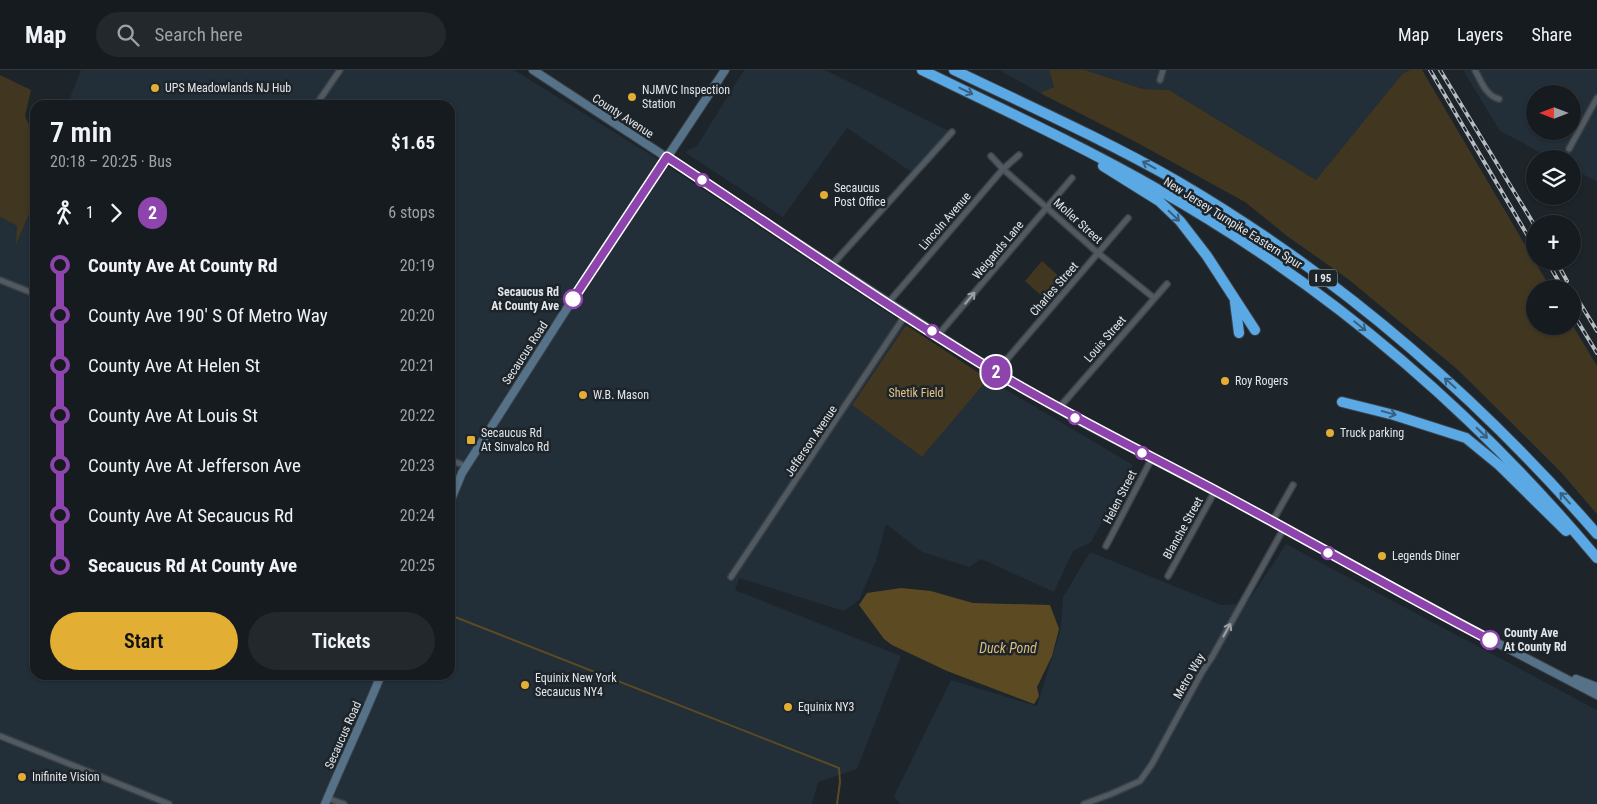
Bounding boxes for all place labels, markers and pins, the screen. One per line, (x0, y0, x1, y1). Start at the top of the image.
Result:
place label: UPS Meadowlands NJ Hub (165, 81, 291, 95)
marker: UPS Meadowlands NJ Hub (149, 82, 161, 94)
place label: NJMVC Inspection Station (642, 83, 730, 111)
marker: NJMVC Inspection Station (626, 91, 638, 103)
unlabelled marker (695, 173, 709, 187)
place label: Secaucus Post Office (834, 181, 886, 209)
marker: Secaucus Post Office (818, 189, 830, 201)
place label: Secaucus Rd At County Ave (491, 285, 559, 313)
marker: Secaucus Rd At County Ave (563, 289, 583, 309)
unlabelled marker (925, 324, 939, 338)
place label: Roy Rogers (1235, 374, 1288, 388)
marker: Roy Rogers (1219, 375, 1231, 387)
place label: W.B. Mason (593, 388, 649, 402)
marker: W.B. Mason (577, 389, 589, 401)
unlabelled marker (1068, 411, 1082, 425)
place label: Secaucus Rd At Sinvalco Rd (481, 426, 549, 454)
place label: Truck parking (1340, 426, 1404, 440)
marker: Truck parking (1324, 427, 1336, 439)
marker: Secaucus Rd At Sinvalco Rd (465, 434, 477, 446)
unlabelled marker (1135, 446, 1149, 460)
unlabelled marker (1321, 546, 1335, 560)
place label: Legends Diner (1392, 549, 1460, 563)
marker: Legends Diner (1376, 550, 1388, 562)
place label: County Ave At County Rd (1504, 626, 1567, 654)
marker: County Ave At County Rd (1480, 630, 1500, 650)
place label: Equinix New York Secaucus NY4 (535, 671, 617, 699)
marker: Equinix New York Secaucus NY4 (519, 679, 531, 691)
place label: Equinix NY3 (798, 700, 855, 714)
marker: Equinix NY3 (782, 701, 794, 713)
place label: Inifinite Vision (32, 770, 100, 784)
marker: Inifinite Vision (16, 771, 28, 783)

***

Assignment :: Every line from the data above that contains "Vision" must appear in the answer.

Response for this exercise ::
place label: Inifinite Vision (32, 770, 100, 784)
marker: Inifinite Vision (16, 771, 28, 783)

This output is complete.